Published online Oct 28, 2018. doi: 10.4329/wjr.v10.i10.124
Peer-review started: June 1, 2018
First decision: July 23, 2018
Revised: July 27, 2018
Accepted: August 4, 2018
Article in press: August 4, 2018
Published online: October 28, 2018
In regard to clinical evaluation of pulmonary embolism (PE), clot burden is not a principal marker for clinical risk stratification, however clot burden is being used to assess for pharmaceutical characteristics in clinical drug trials in multicenter settings. To this point the technique has been studied with data obtained from a single imaging center using one fixed computed tomography pulmonary angiogram (CTPA) imaging protocol.
Data obtained from multicenter sites has not previously been studied. Thus, in order to validate the methods employed in multicenter clinical pharmaceutical trials of drugs such as thrombolytics, this study was commenced to assess for repeatability and consistency of clot volume measurements being obtained using semi-automated region growing techniques. Confirming the reliability of these measures has value in furthering the assessment of drug effectiveness, drug potency and in determination of optimal duration of therapy.
The key objective is to evaluate reproducibility of PE clot volume quantification using a semi-automated region growing algorithm on CTPA data in a multicenter setting.
Anonymized CTPA data was acquired from 23 scanners from 18 imaging centers using each site’s standard PE protocol. Two independent analysts measured PE volumes using a semi-automated region-growing algorithm on an FDA-approved image analysis platform. Total thrombus volume was calculated per patient as the primary endpoint. Secondary endpoints were individual thrombus volume, Qanadli score and modified Qanadli score per patient. Inter- and intra-observer reproducibility were assessed using intra-class correlation coefficient (ICC) and Bland-Altman analysis. The methods employed in this study were novel in that they previously have not been used in a multicenter setting.
The results showed excellent reproducibility of inter- and intra-observer variability measurements using the semi-automated region-growing method for quantifying PE volume burden. ICC for all endpoints was greater than 0.95 for inter- and intra-observer analysis. Bland-Altman analysis indicated no significant biases.
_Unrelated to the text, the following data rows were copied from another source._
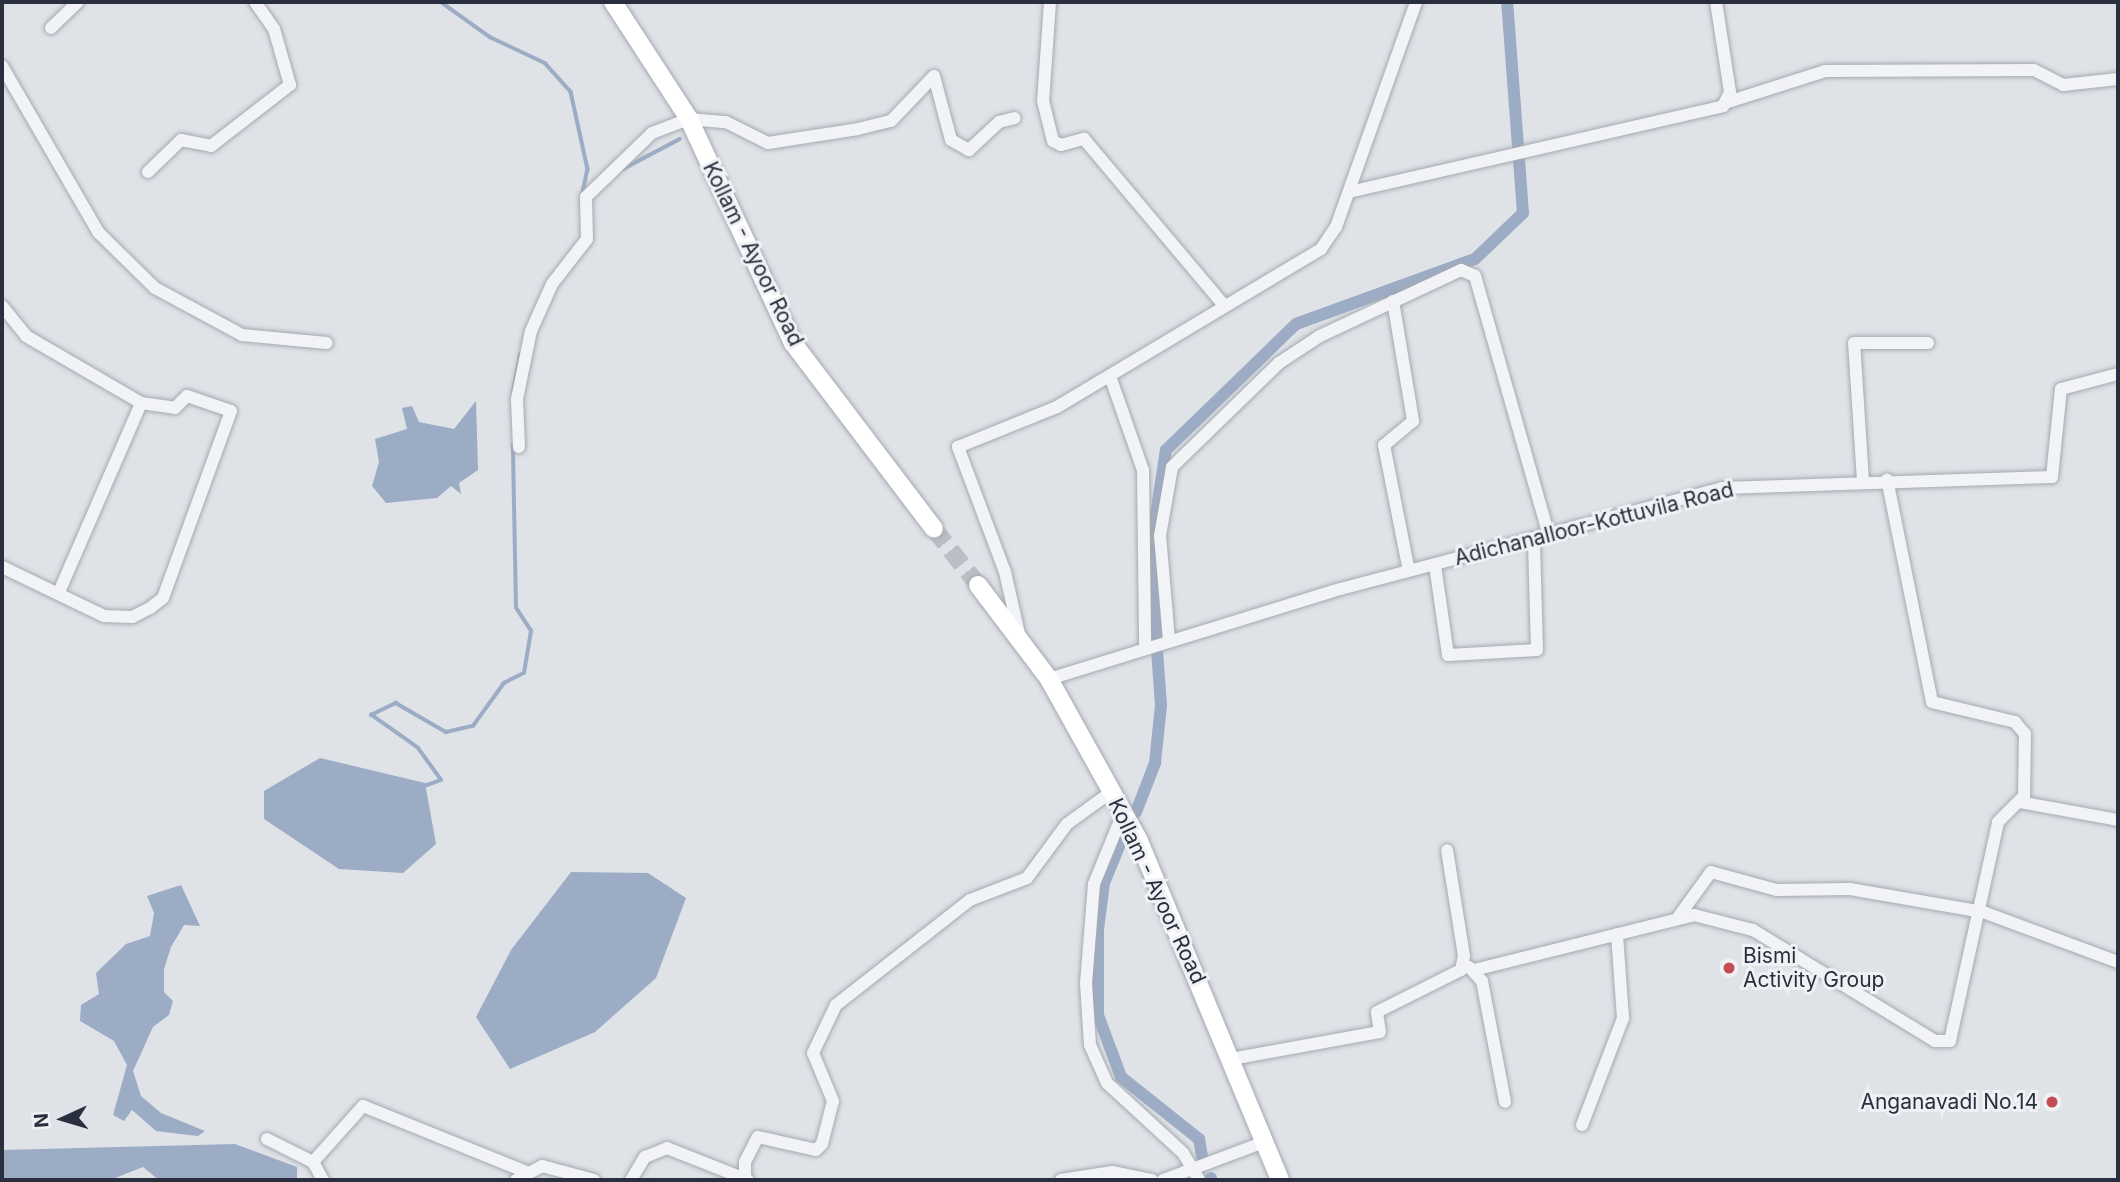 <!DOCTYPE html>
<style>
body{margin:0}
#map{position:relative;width:2120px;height:1182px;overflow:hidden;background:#dfe2e7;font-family:Inter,sans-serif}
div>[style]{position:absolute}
.water>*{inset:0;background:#9cacc5}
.stream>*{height:3.5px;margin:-1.75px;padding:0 1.75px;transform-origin:1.75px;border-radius:1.75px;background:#9cacc5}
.canal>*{height:12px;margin:-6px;padding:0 6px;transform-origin:6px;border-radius:6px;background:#9cacc5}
.secondary-tunnel>*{height:18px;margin-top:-9px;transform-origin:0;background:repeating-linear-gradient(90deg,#bbbec5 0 18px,transparent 0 27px)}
.roads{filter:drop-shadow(0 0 2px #a5a9b1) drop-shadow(0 0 2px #a5a9b1)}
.minor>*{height:12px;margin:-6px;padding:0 6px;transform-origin:6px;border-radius:6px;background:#f2f3f6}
.secondary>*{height:18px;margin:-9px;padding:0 9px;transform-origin:9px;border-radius:9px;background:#fff}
.dots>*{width:19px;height:19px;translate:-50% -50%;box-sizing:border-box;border:4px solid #eff1f5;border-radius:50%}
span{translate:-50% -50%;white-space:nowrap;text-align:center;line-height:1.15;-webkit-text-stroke:6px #eff1f5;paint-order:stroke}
.street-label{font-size:21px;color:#292f3e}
.poi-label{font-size:21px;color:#292f3e}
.left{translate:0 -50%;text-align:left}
.right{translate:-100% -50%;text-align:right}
.frame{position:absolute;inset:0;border:4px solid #292f3e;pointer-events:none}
.north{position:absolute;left:28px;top:1084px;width:70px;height:70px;-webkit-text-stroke:5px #eff1f5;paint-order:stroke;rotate:266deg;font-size:19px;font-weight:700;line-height:28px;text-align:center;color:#292f3e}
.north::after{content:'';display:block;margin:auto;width:24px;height:32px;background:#292f3e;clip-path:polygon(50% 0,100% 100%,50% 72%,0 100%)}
</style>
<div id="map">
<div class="water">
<div style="clip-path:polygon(476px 401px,478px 470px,459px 483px,461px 494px,451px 486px,437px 498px,386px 503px,372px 486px,379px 462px,375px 439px,407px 429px,402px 408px,412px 406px,419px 422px,454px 429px)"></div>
<div style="clip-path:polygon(320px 758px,425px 783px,436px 844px,403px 873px,339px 869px,264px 819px,264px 791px)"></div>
<div style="clip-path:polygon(571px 872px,648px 873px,686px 898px,656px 978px,595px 1032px,510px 1069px,476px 1017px,511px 950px)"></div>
<div style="clip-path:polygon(181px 885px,200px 926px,184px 925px,171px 947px,164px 969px,164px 992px,173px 1001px,169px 1015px,153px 1027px,133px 1071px,141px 1096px,161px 1113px,205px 1131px,198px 1136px,156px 1131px,132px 1110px,124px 1121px,113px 1115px,127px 1065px,114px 1041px,80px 1021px,81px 1005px,99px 994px,96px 973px,126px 944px,150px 936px,154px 913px,147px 896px)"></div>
<div style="clip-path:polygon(235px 1144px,297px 1167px,297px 1180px,159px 1180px,143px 1167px,110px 1180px,2px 1180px,2px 1150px)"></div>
</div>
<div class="stream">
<div style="left:441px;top:2px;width:60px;rotate:35.5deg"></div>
<div style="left:490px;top:37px;width:61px;rotate:25.3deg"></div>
<div style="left:545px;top:63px;width:39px;rotate:48deg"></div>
<div style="left:571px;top:92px;width:79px;rotate:77.6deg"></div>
<div style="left:588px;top:169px;width:25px;rotate:102deg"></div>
<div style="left:623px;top:169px;width:64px;rotate:-27.8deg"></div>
<div style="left:513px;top:392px;width:38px;rotate:-79deg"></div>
<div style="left:422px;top:787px;width:20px;rotate:-20deg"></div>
<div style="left:441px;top:780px;width:39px;rotate:-126deg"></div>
<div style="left:418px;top:748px;width:57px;rotate:-144.9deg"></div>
<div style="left:371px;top:715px;width:28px;rotate:-26deg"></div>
<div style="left:396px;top:703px;width:58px;rotate:30.1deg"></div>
<div style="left:446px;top:732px;width:28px;rotate:-13deg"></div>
<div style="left:473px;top:726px;width:53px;rotate:-54.2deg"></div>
<div style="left:504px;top:683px;width:22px;rotate:-27deg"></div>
<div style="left:524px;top:673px;width:43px;rotate:-80.5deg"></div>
<div style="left:531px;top:631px;width:27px;rotate:-123deg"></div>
<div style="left:516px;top:608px;width:163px;rotate:-91.1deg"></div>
</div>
<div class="canal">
<div style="left:1136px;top:812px;width:53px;rotate:-68.8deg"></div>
<div style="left:1155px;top:763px;width:58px;rotate:-84.1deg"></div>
<div style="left:1161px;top:705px;width:151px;rotate:-94.2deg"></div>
<div style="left:1150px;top:554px;width:105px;rotate:-81.3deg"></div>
<div style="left:1166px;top:450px;width:181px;rotate:-44.1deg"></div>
<div style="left:1296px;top:324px;width:190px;rotate:-20deg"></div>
<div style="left:1475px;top:259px;width:66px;rotate:-43.8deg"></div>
<div style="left:1523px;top:213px;width:212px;rotate:-94.3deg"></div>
<div style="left:1122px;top:839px;width:48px;rotate:112.2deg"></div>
<div style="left:1104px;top:883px;width:46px;rotate:97.4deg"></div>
<div style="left:1098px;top:929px;width:86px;rotate:90deg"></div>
<div style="left:1098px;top:1015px;width:66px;rotate:69.6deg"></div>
<div style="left:1121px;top:1077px;width:100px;rotate:38.5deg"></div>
<div style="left:1199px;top:1139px;width:17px;rotate:80deg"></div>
<div style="left:1211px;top:1178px;width:2px;rotate:90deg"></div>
</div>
<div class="secondary-tunnel">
<div style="left:934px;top:529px;width:71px;rotate:51.8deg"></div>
</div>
<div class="roads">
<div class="minor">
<div style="left:1050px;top:2px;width:99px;rotate:94deg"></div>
<div style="left:1043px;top:101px;width:41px;rotate:76deg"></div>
<div style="left:1053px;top:141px;width:9px;rotate:27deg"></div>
<div style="left:1061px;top:145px;width:24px;rotate:-15deg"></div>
<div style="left:1084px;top:139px;width:214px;rotate:49.9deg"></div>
<div style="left:51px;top:28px;width:37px;rotate:-44deg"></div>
<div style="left:2px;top:66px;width:193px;rotate:59.9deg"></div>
<div style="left:99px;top:233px;width:78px;rotate:44.5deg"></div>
<div style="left:155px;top:288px;width:99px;rotate:28.4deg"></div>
<div style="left:242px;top:335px;width:85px;rotate:5.4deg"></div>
<div style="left:1728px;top:102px;width:102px;rotate:-17.7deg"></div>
<div style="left:1825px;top:71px;width:209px;rotate:-0.3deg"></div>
<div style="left:2034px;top:70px;width:33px;rotate:27deg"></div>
<div style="left:2063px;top:85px;width:55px;rotate:-6.2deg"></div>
<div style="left:148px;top:172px;width:46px;rotate:-44.1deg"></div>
<div style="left:181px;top:140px;width:31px;rotate:11deg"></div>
<div style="left:211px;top:146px;width:100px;rotate:-37.7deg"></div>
<div style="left:290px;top:85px;width:58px;rotate:-105.9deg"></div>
<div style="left:274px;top:29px;width:33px;rotate:-125deg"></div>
<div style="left:1349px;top:192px;width:384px;rotate:-12.9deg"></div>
<div style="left:1723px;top:106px;width:16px;rotate:-63deg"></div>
<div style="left:1730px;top:92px;width:91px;rotate:-98.8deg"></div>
<div style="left:1393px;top:301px;width:122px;rotate:80.5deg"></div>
<div style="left:1413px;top:421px;width:38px;rotate:140deg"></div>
<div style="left:1384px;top:445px;width:128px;rotate:78.8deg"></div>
<div style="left:2px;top:306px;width:38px;rotate:51deg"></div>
<div style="left:26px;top:336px;width:133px;rotate:30.2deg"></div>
<div style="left:141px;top:403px;width:34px;rotate:8deg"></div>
<div style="left:175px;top:408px;width:17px;rotate:-45deg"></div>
<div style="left:187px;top:396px;width:46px;rotate:18.8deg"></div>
<div style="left:231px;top:411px;width:199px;rotate:110deg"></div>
<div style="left:163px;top:598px;width:16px;rotate:142deg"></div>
<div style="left:150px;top:608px;width:20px;rotate:153deg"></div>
<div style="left:132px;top:617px;width:28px;rotate:-178deg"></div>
<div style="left:104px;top:616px;width:113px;rotate:-154.3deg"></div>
<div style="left:1110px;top:376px;width:100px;rotate:70.7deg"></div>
<div style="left:1143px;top:470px;width:176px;rotate:89.3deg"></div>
<div style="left:519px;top:447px;width:48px;rotate:-92.4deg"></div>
<div style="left:517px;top:399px;width:69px;rotate:-78.4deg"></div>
<div style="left:531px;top:331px;width:51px;rotate:-65.9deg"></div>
<div style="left:552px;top:284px;width:57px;rotate:-52.1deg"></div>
<div style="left:587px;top:239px;width:42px;rotate:-91.4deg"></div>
<div style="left:586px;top:197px;width:92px;rotate:-44.1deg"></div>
<div style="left:652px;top:133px;width:40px;rotate:-21deg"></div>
<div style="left:689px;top:119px;width:37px;rotate:5deg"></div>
<div style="left:726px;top:122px;width:47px;rotate:26.6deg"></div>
<div style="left:768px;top:143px;width:91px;rotate:-8.8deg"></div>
<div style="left:858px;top:129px;width:34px;rotate:-14deg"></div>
<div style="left:891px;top:121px;width:62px;rotate:-46.3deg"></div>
<div style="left:934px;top:76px;width:66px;rotate:75.1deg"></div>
<div style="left:951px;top:140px;width:21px;rotate:29deg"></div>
<div style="left:969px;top:150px;width:41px;rotate:-43deg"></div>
<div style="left:999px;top:122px;width:16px;rotate:-14deg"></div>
<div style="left:1863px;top:481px;width:138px;rotate:-93.7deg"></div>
<div style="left:1854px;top:343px;width:74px"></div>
<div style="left:1435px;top:565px;width:91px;rotate:81.8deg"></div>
<div style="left:1448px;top:655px;width:89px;rotate:-3.2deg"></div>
<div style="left:1537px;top:650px;width:110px;rotate:-91.6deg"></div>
<div style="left:59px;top:592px;width:206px;rotate:-66.5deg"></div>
<div style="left:1020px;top:638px;width:68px;rotate:-102.8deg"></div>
<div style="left:1005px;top:572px;width:134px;rotate:-110.6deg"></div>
<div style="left:958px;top:447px;width:107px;rotate:-22deg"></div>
<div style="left:1057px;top:407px;width:308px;rotate:-30.9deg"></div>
<div style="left:1321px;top:249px;width:27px;rotate:-56deg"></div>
<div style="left:1336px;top:227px;width:239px;rotate:-70.4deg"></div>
<div style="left:1169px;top:640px;width:104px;rotate:-94.9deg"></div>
<div style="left:1160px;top:536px;width:70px;rotate:-80.1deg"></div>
<div style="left:1172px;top:467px;width:149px;rotate:-44.2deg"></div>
<div style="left:1279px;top:363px;width:49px;rotate:-33.4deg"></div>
<div style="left:1320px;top:336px;width:156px;rotate:-25.1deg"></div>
<div style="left:1461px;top:270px;width:15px;rotate:23deg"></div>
<div style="left:1475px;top:276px;width:269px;rotate:74.1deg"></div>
<div style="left:1049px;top:679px;width:297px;rotate:-17.2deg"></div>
<div style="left:1333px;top:591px;width:402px;rotate:-14.8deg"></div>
<div style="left:1722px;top:488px;width:330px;rotate:-1.9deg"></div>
<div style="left:2052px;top:477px;width:88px;rotate:-84.2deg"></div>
<div style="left:2061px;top:389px;width:59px;rotate:-14.7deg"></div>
<div style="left:2019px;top:802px;width:101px;rotate:10.3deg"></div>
<div style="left:1123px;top:813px;width:77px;rotate:112.2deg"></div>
<div style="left:1094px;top:884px;width:99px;rotate:94.6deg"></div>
<div style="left:1086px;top:983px;width:62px;rotate:86.3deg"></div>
<div style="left:1090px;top:1045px;width:42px;rotate:65.9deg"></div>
<div style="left:1107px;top:1083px;width:103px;rotate:42.6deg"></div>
<div style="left:1183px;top:1153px;width:31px;rotate:59deg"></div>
<div style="left:1679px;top:916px;width:54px;rotate:-54deg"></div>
<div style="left:1711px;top:872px;width:68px;rotate:15.3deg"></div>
<div style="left:1777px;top:890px;width:73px;rotate:-0.8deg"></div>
<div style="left:1850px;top:889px;width:135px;rotate:9.8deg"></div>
<div style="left:1983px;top:912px;width:144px;rotate:20.3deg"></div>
<div style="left:1469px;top:967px;width:19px;rotate:47deg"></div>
<div style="left:1482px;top:981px;width:123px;rotate:79.2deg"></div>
<div style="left:1474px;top:970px;width:227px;rotate:-14deg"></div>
<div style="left:1694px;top:915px;width:61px;rotate:14.3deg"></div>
<div style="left:1753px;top:930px;width:213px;rotate:31.4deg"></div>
<div style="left:1935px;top:1041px;width:15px"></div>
<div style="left:1950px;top:1041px;width:224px;rotate:-77.6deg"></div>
<div style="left:1998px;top:822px;width:37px;rotate:-45deg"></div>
<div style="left:2024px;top:796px;width:62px;rotate:-89.1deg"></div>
<div style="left:2025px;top:734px;width:16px;rotate:-130deg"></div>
<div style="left:2015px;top:722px;width:85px;rotate:-166.5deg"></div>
<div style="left:1932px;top:702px;width:227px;rotate:-101.4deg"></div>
<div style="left:1231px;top:1059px;width:151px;rotate:-10.3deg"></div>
<div style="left:1380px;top:1032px;width:20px;rotate:-99deg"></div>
<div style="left:1377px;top:1012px;width:94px;rotate:-26.6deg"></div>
<div style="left:1461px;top:970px;width:14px;rotate:-78deg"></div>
<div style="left:1464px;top:956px;width:107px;rotate:-99.1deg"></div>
<div style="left:1582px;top:1125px;width:115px;rotate:-69deg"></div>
<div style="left:1623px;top:1018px;width:84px;rotate:-94.1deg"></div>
<div style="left:267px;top:1139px;width:51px;rotate:26.6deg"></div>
<div style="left:313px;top:1162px;width:21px;rotate:61deg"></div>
<div style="left:313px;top:1162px;width:75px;rotate:-48.2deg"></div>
<div style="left:363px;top:1106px;width:174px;rotate:22deg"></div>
<div style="left:516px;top:1180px;width:30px;rotate:-28deg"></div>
<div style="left:542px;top:1166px;width:54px;rotate:15.1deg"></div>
<div style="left:631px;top:1180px;width:27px;rotate:-59deg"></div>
<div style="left:645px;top:1157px;width:24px;rotate:-22deg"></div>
<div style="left:667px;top:1148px;width:87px;rotate:21.6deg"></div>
<div style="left:745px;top:1180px;width:18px;rotate:-90deg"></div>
<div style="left:745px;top:1162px;width:28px;rotate:-63deg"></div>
<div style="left:758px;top:1137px;width:59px;rotate:12.6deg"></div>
<div style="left:816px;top:1150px;width:8px;rotate:-45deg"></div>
<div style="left:822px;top:1144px;width:44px;rotate:-75.7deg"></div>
<div style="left:833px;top:1101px;width:52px;rotate:-112.6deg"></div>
<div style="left:813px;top:1053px;width:53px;rotate:-64.4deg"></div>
<div style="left:836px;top:1005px;width:170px;rotate:-38.1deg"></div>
<div style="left:970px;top:900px;width:61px;rotate:-21.1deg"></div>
<div style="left:1027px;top:878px;width:67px;rotate:-53.5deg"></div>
<div style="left:1067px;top:824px;width:54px;rotate:-36deg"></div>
<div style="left:1061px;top:1180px;width:52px;rotate:-8.9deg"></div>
<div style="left:1112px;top:1172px;width:41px;rotate:11.3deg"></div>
<div style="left:1163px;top:1180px;width:108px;rotate:-20.6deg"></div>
</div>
<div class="secondary">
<div style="left:613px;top:2px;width:140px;rotate:57deg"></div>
<div style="left:689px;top:119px;width:247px;rotate:65.1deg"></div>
<div style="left:793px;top:343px;width:233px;rotate:52.8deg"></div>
<div style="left:978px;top:585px;width:118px;rotate:52.9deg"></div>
<div style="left:1049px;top:679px;width:185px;rotate:60.9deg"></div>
<div style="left:1139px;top:841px;width:367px;rotate:67.4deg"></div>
</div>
</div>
<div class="dots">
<div style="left:1729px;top:968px;background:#c54c53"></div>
<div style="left:2052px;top:1102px;background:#c54c53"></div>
</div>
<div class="street-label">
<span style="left:753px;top:254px;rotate:64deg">Kollam - Ayoor Road</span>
<span style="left:1594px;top:524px;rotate:-14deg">Adichanalloor-Kottuvila Road</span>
<span style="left:1157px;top:891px;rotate:65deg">Kollam - Ayoor Road</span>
</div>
<div class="poi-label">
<span class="left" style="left:1743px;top:968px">Bismi<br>Activity Group</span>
<span class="right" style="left:2038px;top:1102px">Anganavadi No.14</span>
</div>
<div class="frame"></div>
<div class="north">N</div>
</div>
The results confirm the validity of the methods used in multicenter pharmaceutical trials thereby allowing for advancement in this field.
Semi-automated region growing algorithm for quantifying PE is reproducible using data from multiple scanners and is a suitable method for image analysis in multicenter clinical trials. The utility of validating this method could affect the advancement of thrombolytic therapy and other interventions that may be used to treat PE.
Computer-assisted image analysis has a growing role in both diagnostic and investigative imaging. This study solidifies the foundation of semi-automated region growing for volume quantification by proving the repeatability of the technique when used in a multicenter setting.